As soon as the weather becomes cold and blustery, I become addicted to soup. I make it at least once a week. It’s one of my favorite cold weather foods. It’s the type of food that warms your soul. I especially enjoy making soup now that I get to cook it in my new Le Creuset pot that my husband gave me for Christmas. Today, I made a rustic white bean soup that I adapted from The Cozy Apron. This soup is absolutely scrumptious. It’s creamy, thick, and has a hint of bacon in the background. Oh, bacon! Nothing can compare to your fatty goodness. Here’s how to make this delicious soup.
Chop up your onions, celery, carrots, garlic, and bacon.
Add about a tablespoon of olive oil to your pot and throw in your chopped bacon. Cook the bacon until crispy. When it’s done, scoop out with a slotted spoon and place on a plate lined with a paper towel. Don’t touch that bacon fat. Leave it right in the bottom of your pot; it’s what makes this soup so dang delicious.
Add a tablespoon of butter to the pot with the bacon fat, then add the chopped onions, carrots, and celery. Cook for 5 minutes.
Next, add the chopped garlic, along with a sprinkling of salt and pepper. Cook for another 5 minutes until the vegetable become tender. Smell the bacony goodness. Mmmm!
When the vegetables have become tender, add the beans and italian seasoning. Gently stir, trying not to break or mash the beans.
Pour in the chicken stock and stir. Cover the soup and let simmer on low for about 45 minutes to an hour until the soup thickens slightly.

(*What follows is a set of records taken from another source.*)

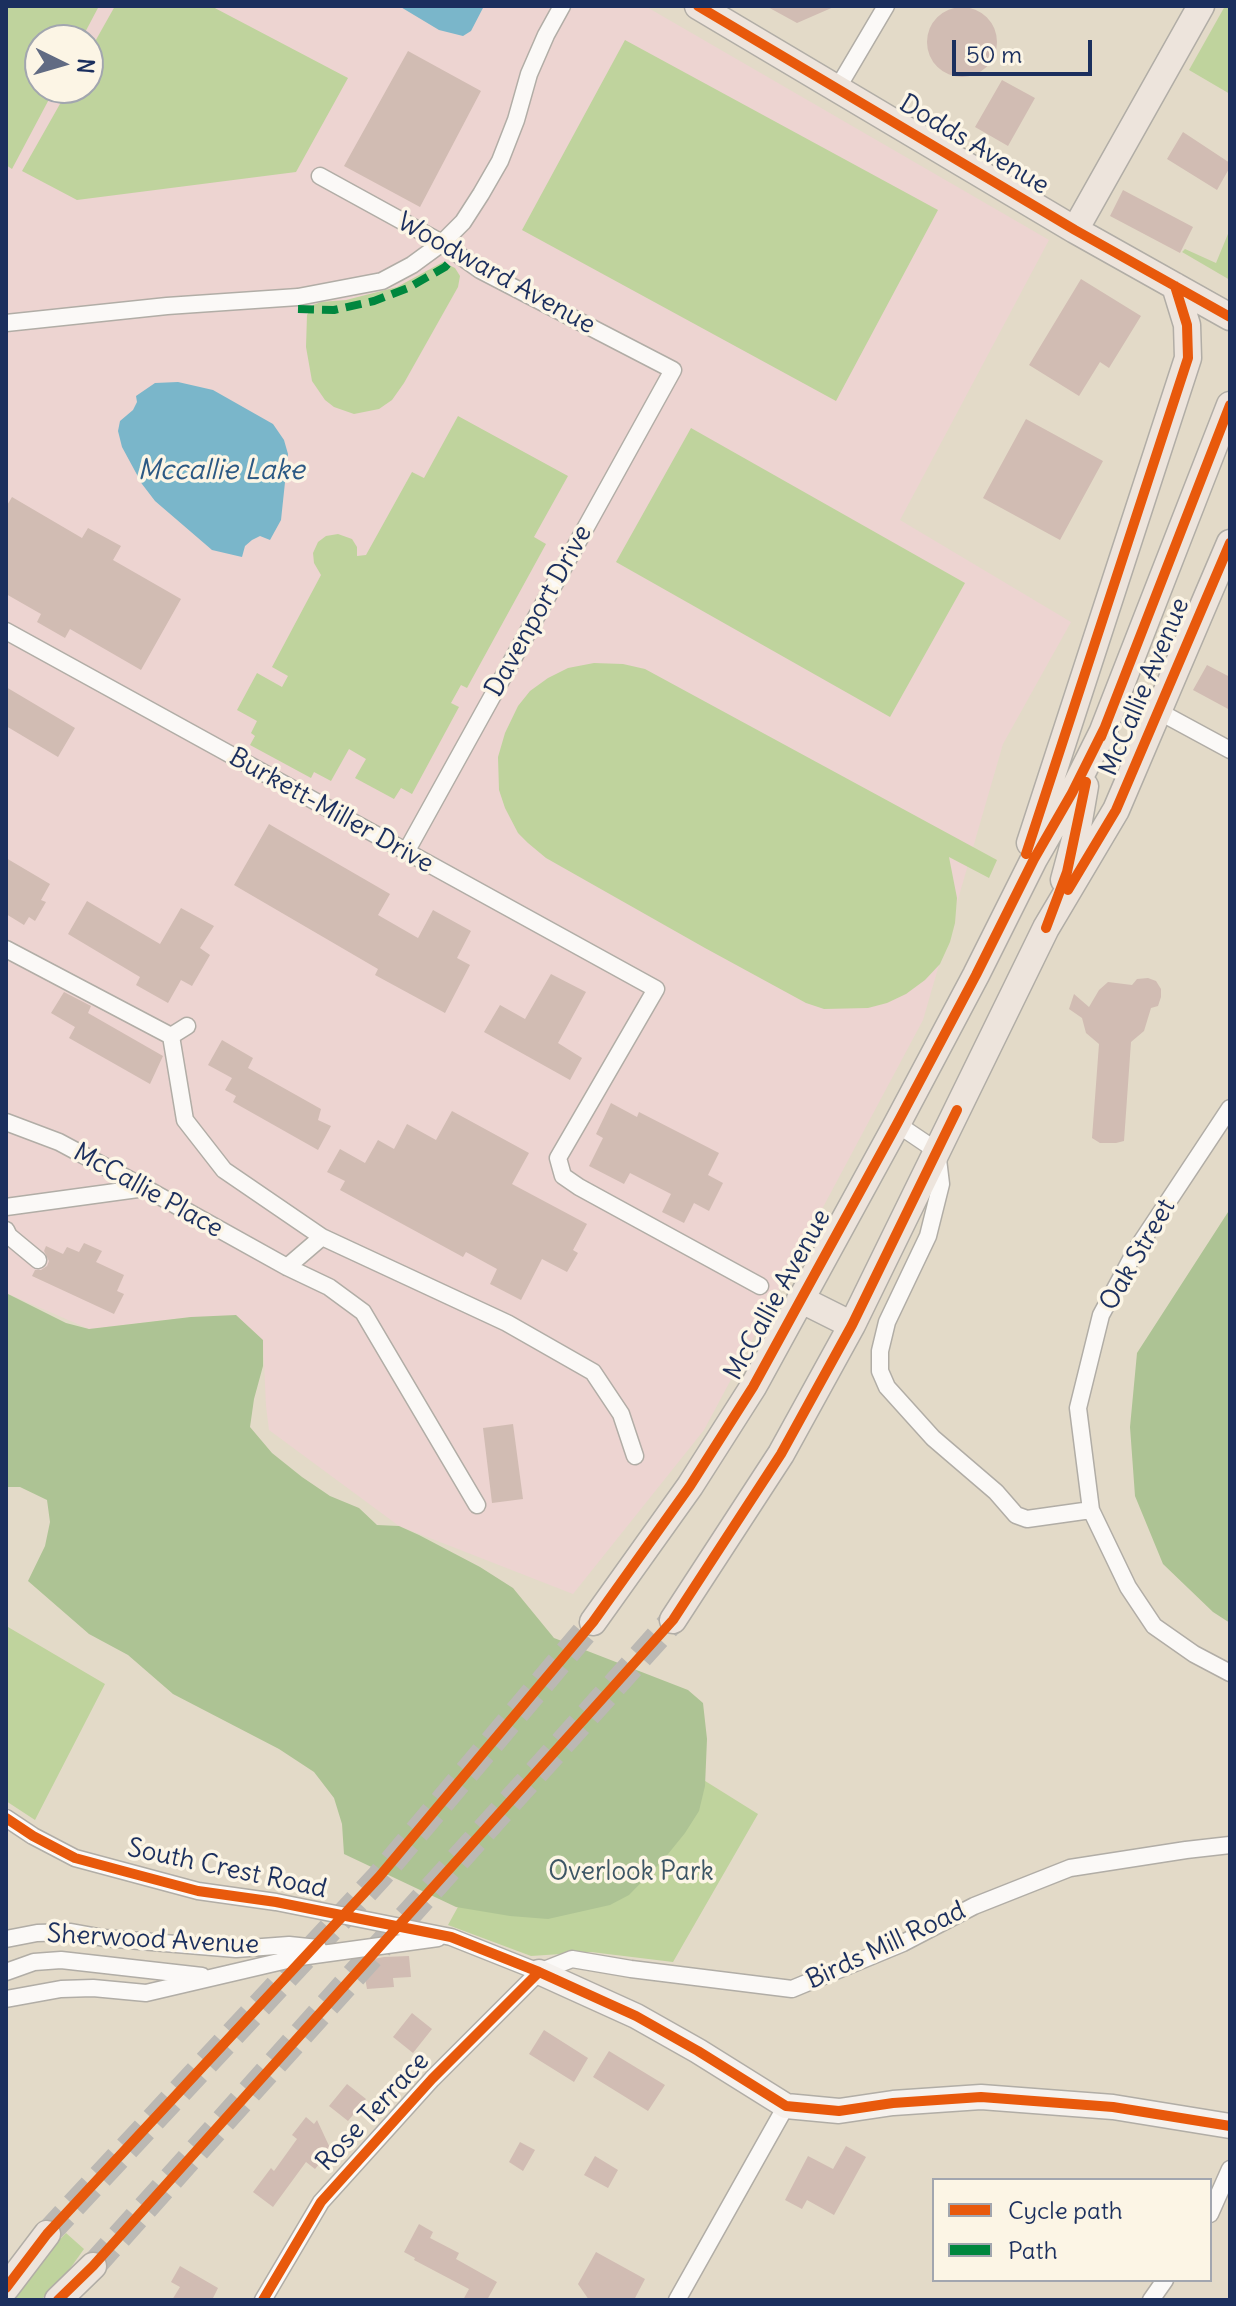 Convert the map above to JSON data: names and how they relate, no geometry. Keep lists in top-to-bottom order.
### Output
{
  "streets": {
    "main road": ["Dodds Avenue", "McCallie Avenue"],
    "street": [
      "Woodward Avenue",
      "Davenport Drive",
      "Burkett-Miller Drive",
      "McCallie Place",
      "Oak Street",
      "South Crest Road",
      "Sherwood Avenue",
      "Birds Mill Road",
      "Rose Terrace"
    ]
  },
  "crossings": [
    ["Woodward Avenue", "Davenport Drive"],
    ["Davenport Drive", "Burkett-Miller Drive"],
    ["South Crest Road", "Birds Mill Road"],
    ["South Crest Road", "Rose Terrace"],
    ["Birds Mill Road", "Rose Terrace"]
  ],
  "water": ["Mccallie Lake"],
  "parks": ["Overlook Park"],
  "legend": ["Cycle path", "Path"],
  "scale_bar": "50 m",
  "north": "right"
}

When the soup is done, ladle out a big ol’ bowl and top with the reserved crispy bacon. Enjoy!
Love and sweet treats,
The Messy Baker
Adapted from The Cozy Apron
1 Tablespoon Butter
1 Tablespoon Olive Oil
1 whole Onion, Chopped
2 whole Carrots (medium), Peeled And diced
2 stalks Celery, diced
4 cloves Garlic, diced
3 cans great northern beans (15.5 Ounces Each), Drained And Rinsed
1-½ teaspoons Dry Italian Seasoning
1 teaspoon Freshly Ground Black Pepper
1/2-1 teaspoon Salt
51/2 cups Chicken Stock
3 strips of Bacon, chopped
2 teaspoons Lemon Juice
Chop the onion, celery, carrot, garlic and bacon. Set aside.

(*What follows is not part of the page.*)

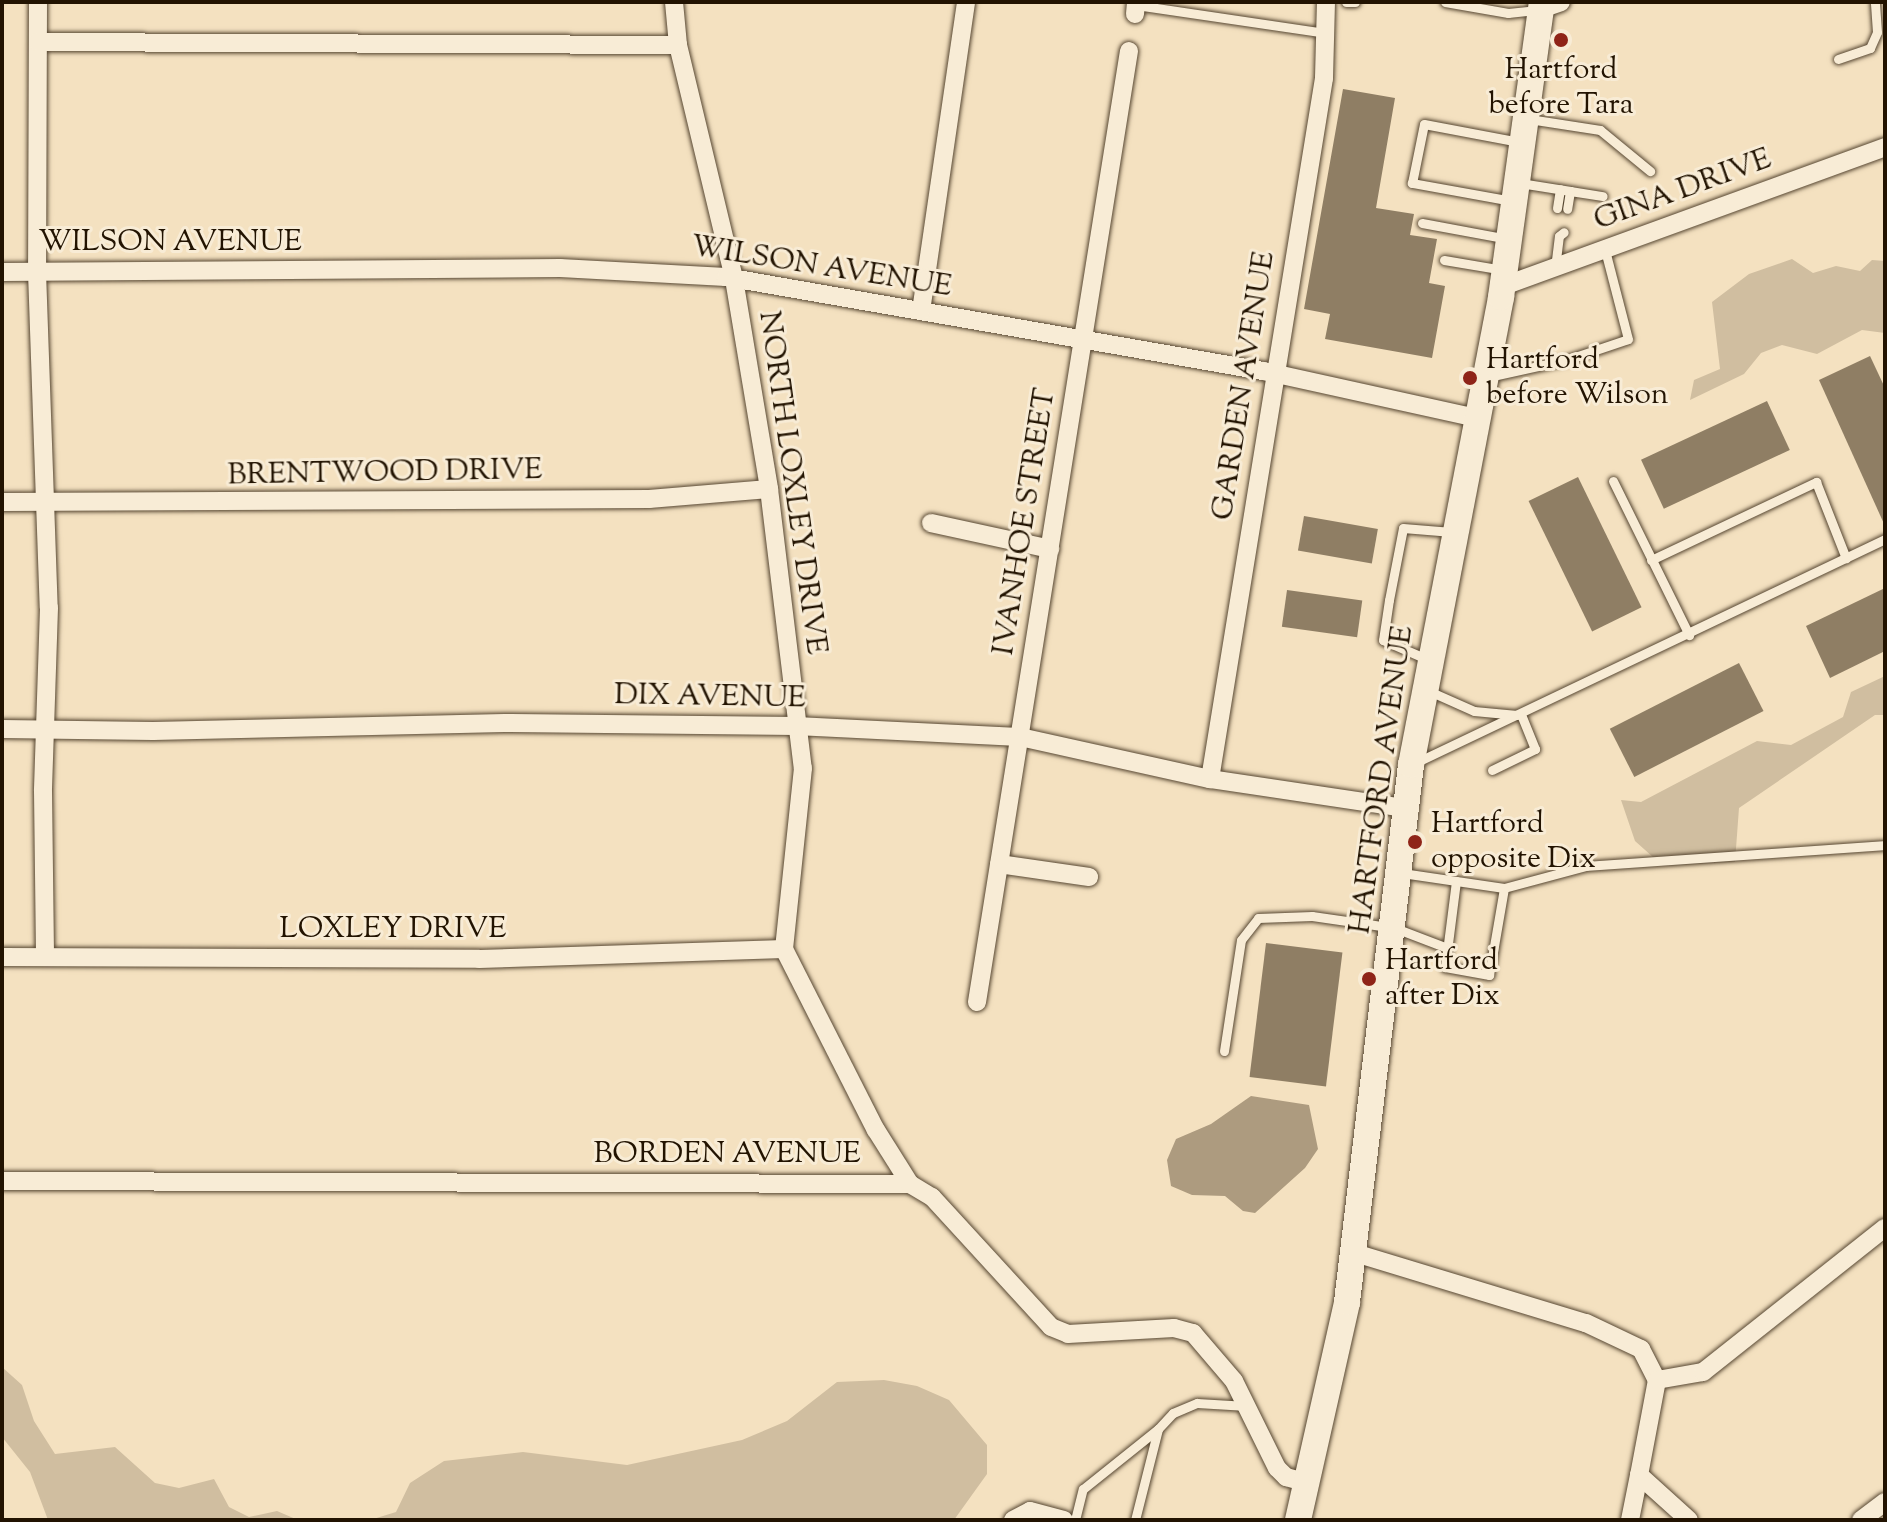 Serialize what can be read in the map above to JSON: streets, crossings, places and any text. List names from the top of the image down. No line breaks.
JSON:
{"streets":{"main road":["HARTFORD AVENUE"],"street":["GINA DRIVE","WILSON AVENUE","GARDEN AVENUE","BRENTWOOD DRIVE","NORTH LOXLEY DRIVE","IVANHOE STREET","DIX AVENUE","LOXLEY DRIVE","BORDEN AVENUE"]},"crossings":[["GINA DRIVE","HARTFORD AVENUE"],["WILSON AVENUE","GARDEN AVENUE"],["WILSON AVENUE","NORTH LOXLEY DRIVE"],["WILSON AVENUE","IVANHOE STREET"],["WILSON AVENUE","HARTFORD AVENUE"],["GARDEN AVENUE","DIX AVENUE"],["BRENTWOOD DRIVE","NORTH LOXLEY DRIVE"],["NORTH LOXLEY DRIVE","DIX AVENUE"],["NORTH LOXLEY DRIVE","LOXLEY DRIVE"],["IVANHOE STREET","DIX AVENUE"],["DIX AVENUE","HARTFORD AVENUE"]],"places":["Hartford before Tara","Hartford before Wilson","Hartford opposite Dix","Hartford after Dix"]}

Heat a large pot to medium low. Add 1 tablespoon of olive oil and add chopped bacon. Cook until the bacon becomes crispy. Remove bacon from pot with a slotted spoon and place on a plate lined with a paper towel. The bacon will be used later on-don’t you worry. Leave the rendered bacon fat in the bottom of the pan. Add a tablespoon of butter to the pan with the bacon fat, then add the chopped onions, celery, and carrots. Cook for 5 minutes. Add the garlic and cook for another 5 minutes until the vegetables become tender. Sprinkle with salt and pepper. Add the beans and italian seasoning. Gently stir, making sure not to break up or mash the beans. Pour in the chicken stock. Stir and cover for 45 minutes to an hour until the soup thickens slightly.
When the soup is finished cooking, add a squeeze of lemon juice and salt and pepper to taste. Ladle soup into a bowl and top with the reserved bacon. Enjoy.